** TRY IT **
Could you write out every record below exactly, leaving out any pictures?

========================================

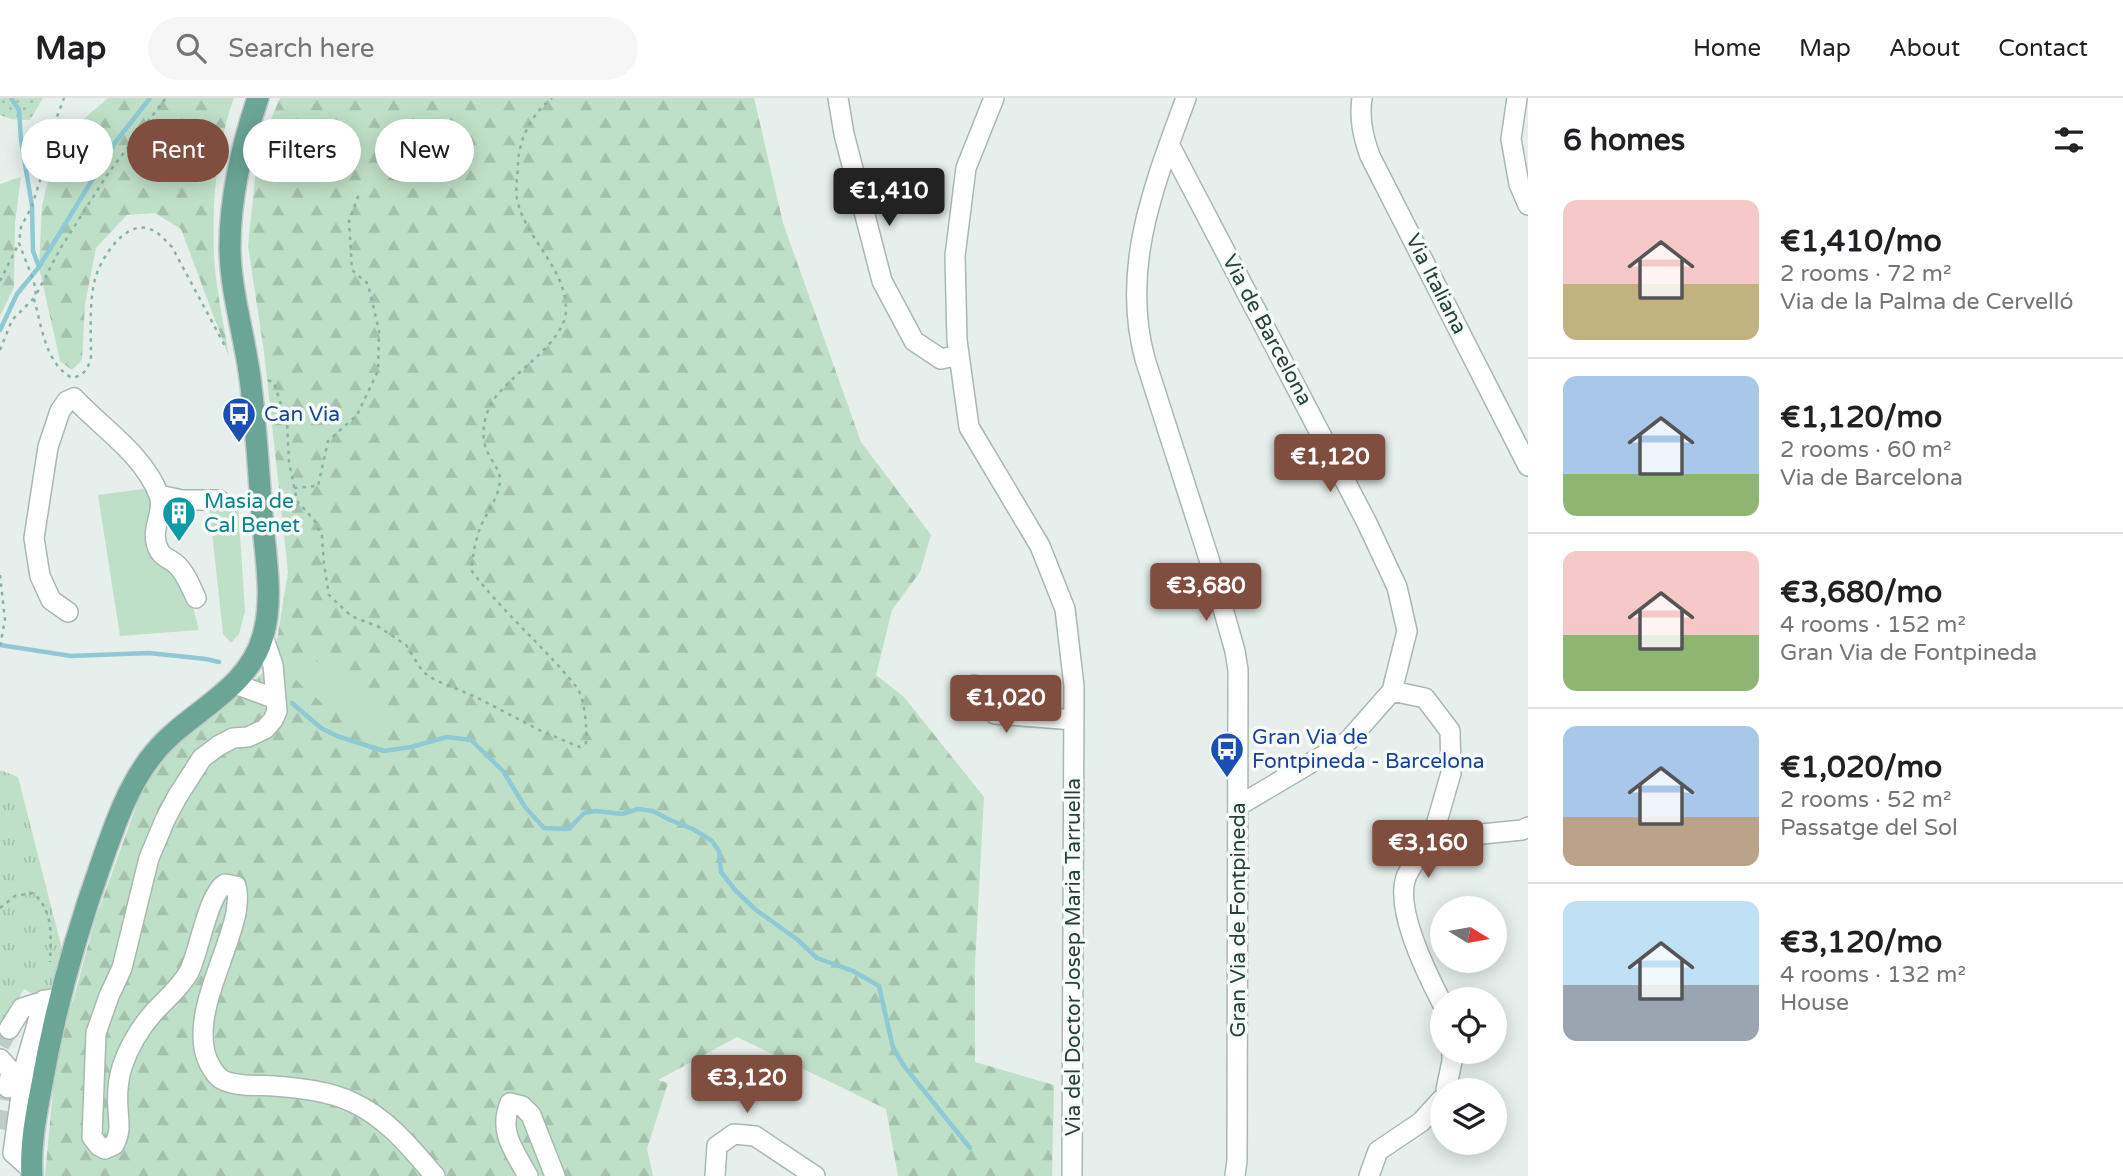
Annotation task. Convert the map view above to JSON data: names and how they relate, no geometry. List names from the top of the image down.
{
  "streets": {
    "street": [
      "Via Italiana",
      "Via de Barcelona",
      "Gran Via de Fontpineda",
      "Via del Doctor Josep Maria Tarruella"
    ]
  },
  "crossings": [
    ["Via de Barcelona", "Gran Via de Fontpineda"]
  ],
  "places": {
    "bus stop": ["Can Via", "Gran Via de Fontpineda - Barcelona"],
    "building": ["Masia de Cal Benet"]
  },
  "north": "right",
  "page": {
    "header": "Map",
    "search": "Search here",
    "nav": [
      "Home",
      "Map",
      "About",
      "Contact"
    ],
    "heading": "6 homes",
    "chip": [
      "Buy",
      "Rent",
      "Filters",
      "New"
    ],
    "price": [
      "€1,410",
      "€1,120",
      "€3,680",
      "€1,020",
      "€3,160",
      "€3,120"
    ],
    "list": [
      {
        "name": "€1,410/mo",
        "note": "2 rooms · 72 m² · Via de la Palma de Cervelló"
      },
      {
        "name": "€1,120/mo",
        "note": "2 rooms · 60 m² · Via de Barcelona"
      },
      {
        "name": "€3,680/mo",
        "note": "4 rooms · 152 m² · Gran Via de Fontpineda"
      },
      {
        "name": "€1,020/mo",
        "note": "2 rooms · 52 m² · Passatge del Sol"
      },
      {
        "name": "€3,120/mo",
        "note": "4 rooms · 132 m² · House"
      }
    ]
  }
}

========================================

** TASK RESPONSE **
Annotation task. Convert the map view above to JSON data: names and how they relate, no geometry. List names from the top of the image down.
{
  "streets": {
    "street": [
      "Via Italiana",
      "Via de Barcelona",
      "Gran Via de Fontpineda",
      "Via del Doctor Josep Maria Tarruella"
    ]
  },
  "crossings": [
    ["Via de Barcelona", "Gran Via de Fontpineda"]
  ],
  "places": {
    "bus stop": ["Can Via", "Gran Via de Fontpineda - Barcelona"],
    "building": ["Masia de Cal Benet"]
  },
  "north": "right",
  "page": {
    "header": "Map",
    "search": "Search here",
    "nav": [
      "Home",
      "Map",
      "About",
      "Contact"
    ],
    "heading": "6 homes",
    "chip": [
      "Buy",
      "Rent",
      "Filters",
      "New"
    ],
    "price": [
      "€1,410",
      "€1,120",
      "€3,680",
      "€1,020",
      "€3,160",
      "€3,120"
    ],
    "list": [
      {
        "name": "€1,410/mo",
        "note": "2 rooms · 72 m² · Via de la Palma de Cervelló"
      },
      {
        "name": "€1,120/mo",
        "note": "2 rooms · 60 m² · Via de Barcelona"
      },
      {
        "name": "€3,680/mo",
        "note": "4 rooms · 152 m² · Gran Via de Fontpineda"
      },
      {
        "name": "€1,020/mo",
        "note": "2 rooms · 52 m² · Passatge del Sol"
      },
      {
        "name": "€3,120/mo",
        "note": "4 rooms · 132 m² · House"
      }
    ]
  }
}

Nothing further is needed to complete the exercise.